▶ **Instructions to follow**:
Only the text belongs in the answer: every line of the records below, transcribed exactly.

*** Given data

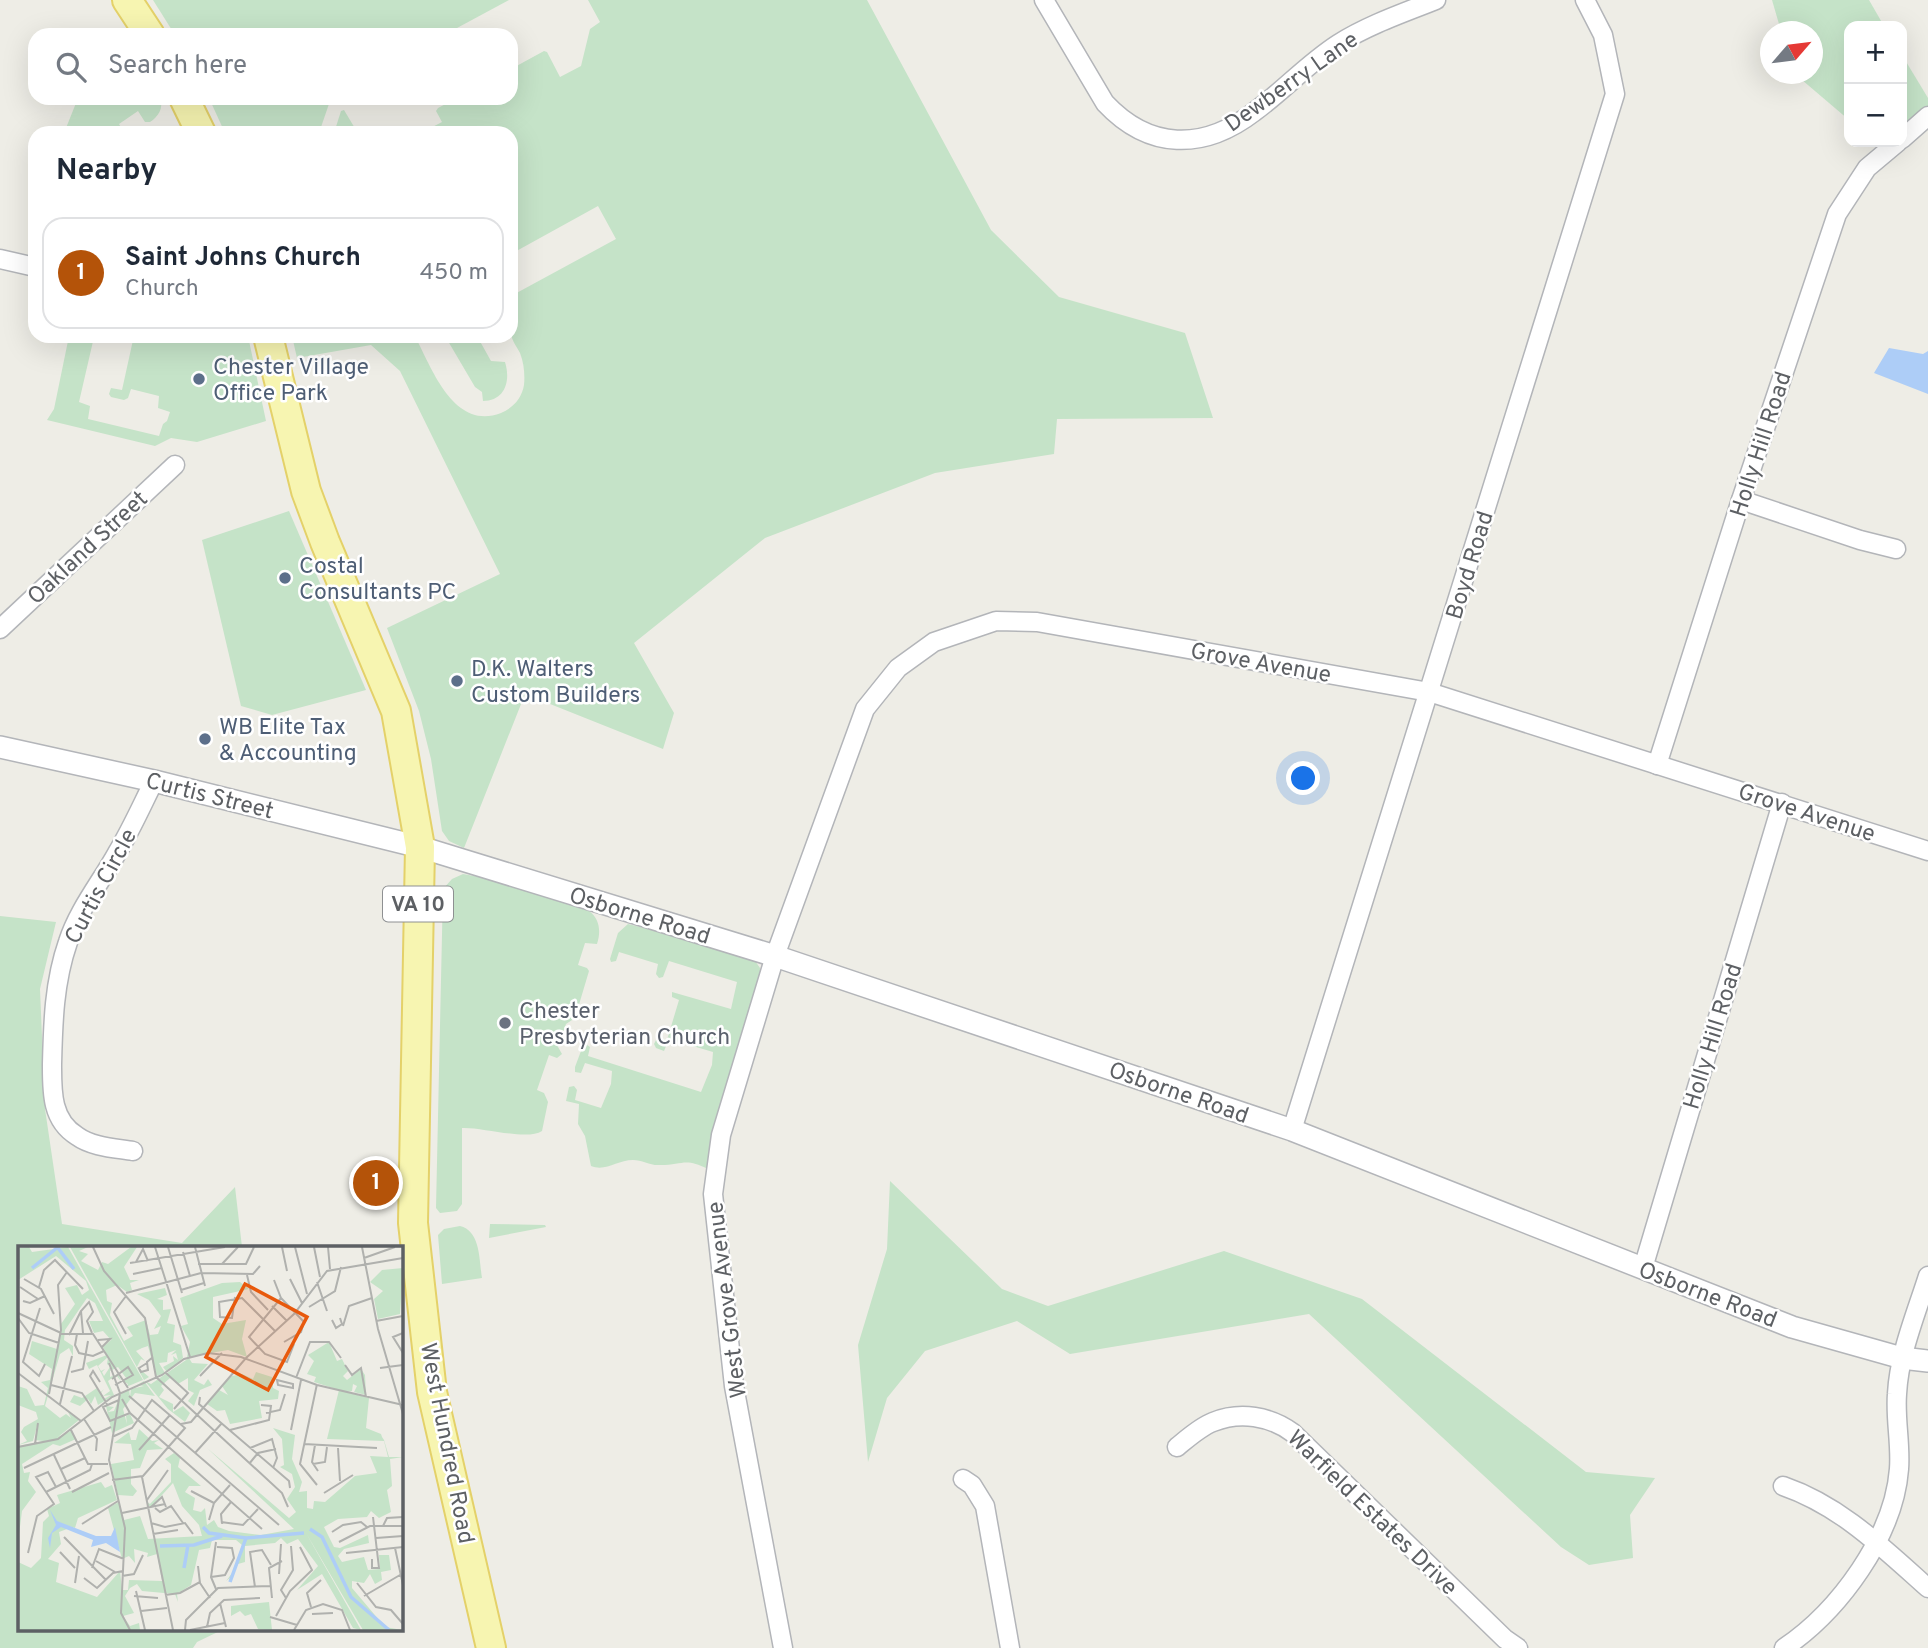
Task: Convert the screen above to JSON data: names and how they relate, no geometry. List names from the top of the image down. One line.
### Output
{"streets":{"main road":["VA 10","West Hundred Road"],"street":["Dewberry Lane","Holly Hill Road","Oakland Street","Boyd Road","Grove Avenue","Curtis Street","Curtis Circle","Osborne Road","West Grove Avenue","Warfield Estates Drive"]},"crossings":[["Holly Hill Road","Grove Avenue"],["Holly Hill Road","Osborne Road"],["Boyd Road","Grove Avenue"],["Boyd Road","Osborne Road"],["Grove Avenue","Osborne Road"],["Grove Avenue","West Grove Avenue"],["Curtis Street","Curtis Circle"],["Curtis Street","Osborne Road"],["Curtis Street","West Hundred Road"],["Osborne Road","West Grove Avenue"],["Osborne Road","West Hundred Road"]],"places":["Chester Village Office Park","Costal Consultants PC","D.K. Walters Custom Builders","WB Elite Tax & Accounting","Chester Presbyterian Church"],"north":"top right","page":{"map_buttons":["+","−"],"search":"Search here","heading":"Nearby","list":[{"mark":"1","name":"Saint Johns Church","note":"Church","value":"450 m"}],"pins":"1"}}
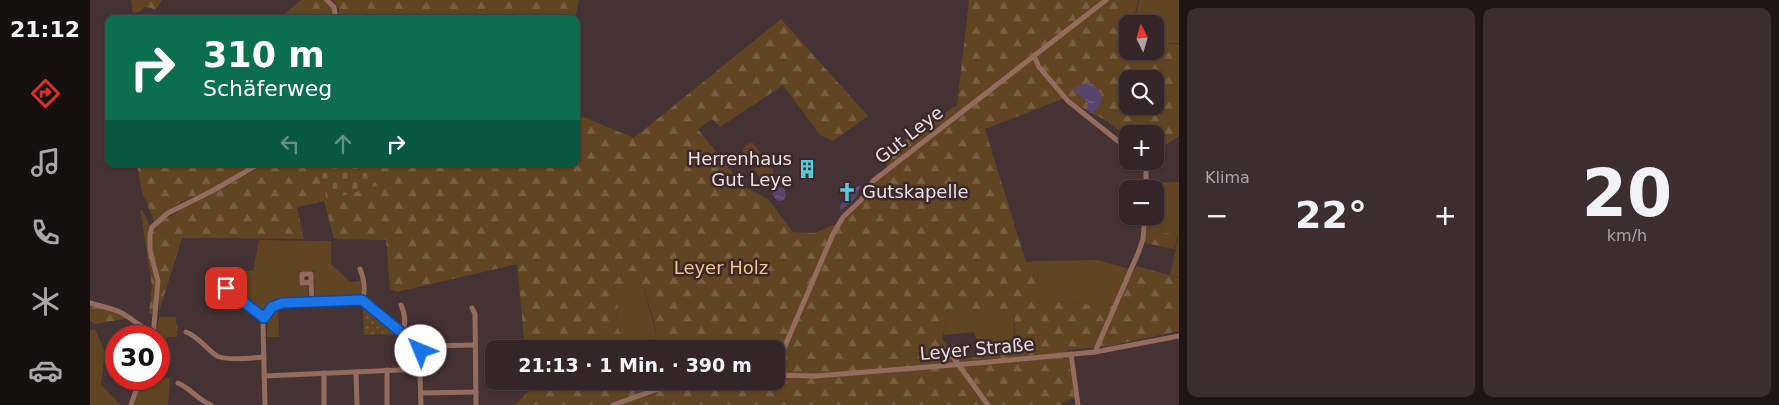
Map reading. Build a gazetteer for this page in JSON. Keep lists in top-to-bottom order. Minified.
{"streets":{"street":["Gut Leye","Leyer Straße"]},"parks":["Leyer Holz"],"places":{"building":["Herrenhaus Gut Leye"],"church":["Gutskapelle"]},"north":"top","page":{"tabs":"21:12","tile":["Klima",["20","km/h"]],"map_buttons":["+","−"],"turn":["310 m","Schäferweg"],"heat":["−","22°","+"],"limit":"30","trip":"21:13 · 1 Min. · 390 m"}}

******

▶ **Problem solution**:
Task: Convert the screen above to JSON data: names and how they relate, no geometry. List names from the top of the image down. One line.
### Output
{"streets":{"main road":["VA 10","West Hundred Road"],"street":["Dewberry Lane","Holly Hill Road","Oakland Street","Boyd Road","Grove Avenue","Curtis Street","Curtis Circle","Osborne Road","West Grove Avenue","Warfield Estates Drive"]},"crossings":[["Holly Hill Road","Grove Avenue"],["Holly Hill Road","Osborne Road"],["Boyd Road","Grove Avenue"],["Boyd Road","Osborne Road"],["Grove Avenue","Osborne Road"],["Grove Avenue","West Grove Avenue"],["Curtis Street","Curtis Circle"],["Curtis Street","Osborne Road"],["Curtis Street","West Hundred Road"],["Osborne Road","West Grove Avenue"],["Osborne Road","West Hundred Road"]],"places":["Chester Village Office Park","Costal Consultants PC","D.K. Walters Custom Builders","WB Elite Tax & Accounting","Chester Presbyterian Church"],"north":"top right","page":{"map_buttons":["+","−"],"search":"Search here","heading":"Nearby","list":[{"mark":"1","name":"Saint Johns Church","note":"Church","value":"450 m"}],"pins":"1"}}
Map reading. Build a gazetteer for this page in JSON. Keep lists in top-to-bottom order. Minified.
{"streets":{"street":["Gut Leye","Leyer Straße"]},"parks":["Leyer Holz"],"places":{"building":["Herrenhaus Gut Leye"],"church":["Gutskapelle"]},"north":"top","page":{"tabs":"21:12","tile":["Klima",["20","km/h"]],"map_buttons":["+","−"],"turn":["310 m","Schäferweg"],"heat":["−","22°","+"],"limit":"30","trip":"21:13 · 1 Min. · 390 m"}}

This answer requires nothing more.